What is needed: Reproduce all of the records exactly.

-- Exercise data follows --

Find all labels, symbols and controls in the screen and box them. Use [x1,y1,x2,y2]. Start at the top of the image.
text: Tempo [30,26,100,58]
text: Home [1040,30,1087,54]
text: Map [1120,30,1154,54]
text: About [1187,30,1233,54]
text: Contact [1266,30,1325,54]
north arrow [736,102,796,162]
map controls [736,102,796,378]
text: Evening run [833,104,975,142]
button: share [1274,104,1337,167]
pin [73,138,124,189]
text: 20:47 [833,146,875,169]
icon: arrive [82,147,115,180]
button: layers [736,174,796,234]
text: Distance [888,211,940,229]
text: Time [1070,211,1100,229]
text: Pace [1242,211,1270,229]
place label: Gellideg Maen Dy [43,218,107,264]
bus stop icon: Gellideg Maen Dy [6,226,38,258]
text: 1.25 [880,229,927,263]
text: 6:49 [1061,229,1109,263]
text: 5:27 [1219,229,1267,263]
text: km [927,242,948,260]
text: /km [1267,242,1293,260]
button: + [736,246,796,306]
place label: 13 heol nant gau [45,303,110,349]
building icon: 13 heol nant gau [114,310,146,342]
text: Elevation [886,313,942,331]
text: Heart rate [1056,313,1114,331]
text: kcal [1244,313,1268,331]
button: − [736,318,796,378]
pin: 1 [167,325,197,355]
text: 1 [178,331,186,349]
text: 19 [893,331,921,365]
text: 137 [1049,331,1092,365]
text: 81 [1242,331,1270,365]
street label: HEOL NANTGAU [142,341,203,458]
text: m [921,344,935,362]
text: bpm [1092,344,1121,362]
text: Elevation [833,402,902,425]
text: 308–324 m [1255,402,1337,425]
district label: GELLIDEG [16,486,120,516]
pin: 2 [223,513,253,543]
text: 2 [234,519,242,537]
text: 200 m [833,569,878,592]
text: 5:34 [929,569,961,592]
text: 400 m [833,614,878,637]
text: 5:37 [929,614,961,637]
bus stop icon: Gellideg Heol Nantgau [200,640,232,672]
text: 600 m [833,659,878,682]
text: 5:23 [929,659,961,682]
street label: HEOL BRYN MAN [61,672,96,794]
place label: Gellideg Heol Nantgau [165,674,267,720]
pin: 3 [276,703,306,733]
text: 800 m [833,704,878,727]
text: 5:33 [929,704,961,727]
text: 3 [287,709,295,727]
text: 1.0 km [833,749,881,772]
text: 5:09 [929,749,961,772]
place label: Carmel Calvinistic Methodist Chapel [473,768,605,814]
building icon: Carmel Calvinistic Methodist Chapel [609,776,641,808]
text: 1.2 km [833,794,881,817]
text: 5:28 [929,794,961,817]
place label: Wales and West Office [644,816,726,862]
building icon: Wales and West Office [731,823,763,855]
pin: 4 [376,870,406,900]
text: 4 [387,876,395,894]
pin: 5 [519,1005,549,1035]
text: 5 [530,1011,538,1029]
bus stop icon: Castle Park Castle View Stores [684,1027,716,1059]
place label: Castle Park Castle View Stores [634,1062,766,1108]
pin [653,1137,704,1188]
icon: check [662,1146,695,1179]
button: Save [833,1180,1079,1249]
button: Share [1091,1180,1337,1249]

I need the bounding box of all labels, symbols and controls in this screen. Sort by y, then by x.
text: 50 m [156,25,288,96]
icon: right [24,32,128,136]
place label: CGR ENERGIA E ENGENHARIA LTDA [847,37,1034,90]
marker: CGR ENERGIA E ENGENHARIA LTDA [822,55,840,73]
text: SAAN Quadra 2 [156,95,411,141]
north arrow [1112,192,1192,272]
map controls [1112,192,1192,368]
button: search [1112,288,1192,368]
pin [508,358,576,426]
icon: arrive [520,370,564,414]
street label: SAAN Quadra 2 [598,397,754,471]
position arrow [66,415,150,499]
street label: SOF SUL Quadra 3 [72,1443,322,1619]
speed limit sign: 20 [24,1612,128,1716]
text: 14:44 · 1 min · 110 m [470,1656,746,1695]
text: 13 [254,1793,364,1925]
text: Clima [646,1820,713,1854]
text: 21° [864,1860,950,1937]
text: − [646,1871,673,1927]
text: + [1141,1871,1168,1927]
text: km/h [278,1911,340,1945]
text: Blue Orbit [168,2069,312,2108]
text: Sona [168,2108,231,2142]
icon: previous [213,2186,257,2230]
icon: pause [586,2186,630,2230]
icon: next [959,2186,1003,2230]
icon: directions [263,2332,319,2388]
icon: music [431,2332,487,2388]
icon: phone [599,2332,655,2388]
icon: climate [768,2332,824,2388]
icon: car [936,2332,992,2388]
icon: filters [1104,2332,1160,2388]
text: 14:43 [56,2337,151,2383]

-- Exercise data concluded --

Solution:
Find all labels, symbols and controls in the screen and box them. Use [x1,y1,x2,y2]. Start at the top of the image.
text: Tempo [30,26,100,58]
text: Home [1040,30,1087,54]
text: Map [1120,30,1154,54]
text: About [1187,30,1233,54]
text: Contact [1266,30,1325,54]
north arrow [736,102,796,162]
map controls [736,102,796,378]
text: Evening run [833,104,975,142]
button: share [1274,104,1337,167]
pin [73,138,124,189]
text: 20:47 [833,146,875,169]
icon: arrive [82,147,115,180]
button: layers [736,174,796,234]
text: Distance [888,211,940,229]
text: Time [1070,211,1100,229]
text: Pace [1242,211,1270,229]
place label: Gellideg Maen Dy [43,218,107,264]
bus stop icon: Gellideg Maen Dy [6,226,38,258]
text: 1.25 [880,229,927,263]
text: 6:49 [1061,229,1109,263]
text: 5:27 [1219,229,1267,263]
text: km [927,242,948,260]
text: /km [1267,242,1293,260]
button: + [736,246,796,306]
place label: 13 heol nant gau [45,303,110,349]
building icon: 13 heol nant gau [114,310,146,342]
text: Elevation [886,313,942,331]
text: Heart rate [1056,313,1114,331]
text: kcal [1244,313,1268,331]
button: − [736,318,796,378]
pin: 1 [167,325,197,355]
text: 1 [178,331,186,349]
text: 19 [893,331,921,365]
text: 137 [1049,331,1092,365]
text: 81 [1242,331,1270,365]
street label: HEOL NANTGAU [142,341,203,458]
text: m [921,344,935,362]
text: bpm [1092,344,1121,362]
text: Elevation [833,402,902,425]
text: 308–324 m [1255,402,1337,425]
district label: GELLIDEG [16,486,120,516]
pin: 2 [223,513,253,543]
text: 2 [234,519,242,537]
text: 200 m [833,569,878,592]
text: 5:34 [929,569,961,592]
text: 400 m [833,614,878,637]
text: 5:37 [929,614,961,637]
bus stop icon: Gellideg Heol Nantgau [200,640,232,672]
text: 600 m [833,659,878,682]
text: 5:23 [929,659,961,682]
street label: HEOL BRYN MAN [61,672,96,794]
place label: Gellideg Heol Nantgau [165,674,267,720]
pin: 3 [276,703,306,733]
text: 800 m [833,704,878,727]
text: 5:33 [929,704,961,727]
text: 3 [287,709,295,727]
text: 1.0 km [833,749,881,772]
text: 5:09 [929,749,961,772]
place label: Carmel Calvinistic Methodist Chapel [473,768,605,814]
building icon: Carmel Calvinistic Methodist Chapel [609,776,641,808]
text: 1.2 km [833,794,881,817]
text: 5:28 [929,794,961,817]
place label: Wales and West Office [644,816,726,862]
building icon: Wales and West Office [731,823,763,855]
pin: 4 [376,870,406,900]
text: 4 [387,876,395,894]
pin: 5 [519,1005,549,1035]
text: 5 [530,1011,538,1029]
bus stop icon: Castle Park Castle View Stores [684,1027,716,1059]
place label: Castle Park Castle View Stores [634,1062,766,1108]
pin [653,1137,704,1188]
icon: check [662,1146,695,1179]
button: Save [833,1180,1079,1249]
button: Share [1091,1180,1337,1249]

I need the bounding box of all labels, symbols and controls in this screen. Sort by y, then by x.
text: 50 m [156,25,288,96]
icon: right [24,32,128,136]
place label: CGR ENERGIA E ENGENHARIA LTDA [847,37,1034,90]
marker: CGR ENERGIA E ENGENHARIA LTDA [822,55,840,73]
text: SAAN Quadra 2 [156,95,411,141]
north arrow [1112,192,1192,272]
map controls [1112,192,1192,368]
button: search [1112,288,1192,368]
pin [508,358,576,426]
icon: arrive [520,370,564,414]
street label: SAAN Quadra 2 [598,397,754,471]
position arrow [66,415,150,499]
street label: SOF SUL Quadra 3 [72,1443,322,1619]
speed limit sign: 20 [24,1612,128,1716]
text: 14:44 · 1 min · 110 m [470,1656,746,1695]
text: 13 [254,1793,364,1925]
text: Clima [646,1820,713,1854]
text: 21° [864,1860,950,1937]
text: − [646,1871,673,1927]
text: + [1141,1871,1168,1927]
text: km/h [278,1911,340,1945]
text: Blue Orbit [168,2069,312,2108]
text: Sona [168,2108,231,2142]
icon: previous [213,2186,257,2230]
icon: pause [586,2186,630,2230]
icon: next [959,2186,1003,2230]
icon: directions [263,2332,319,2388]
icon: music [431,2332,487,2388]
icon: phone [599,2332,655,2388]
icon: climate [768,2332,824,2388]
icon: car [936,2332,992,2388]
icon: filters [1104,2332,1160,2388]
text: 14:43 [56,2337,151,2383]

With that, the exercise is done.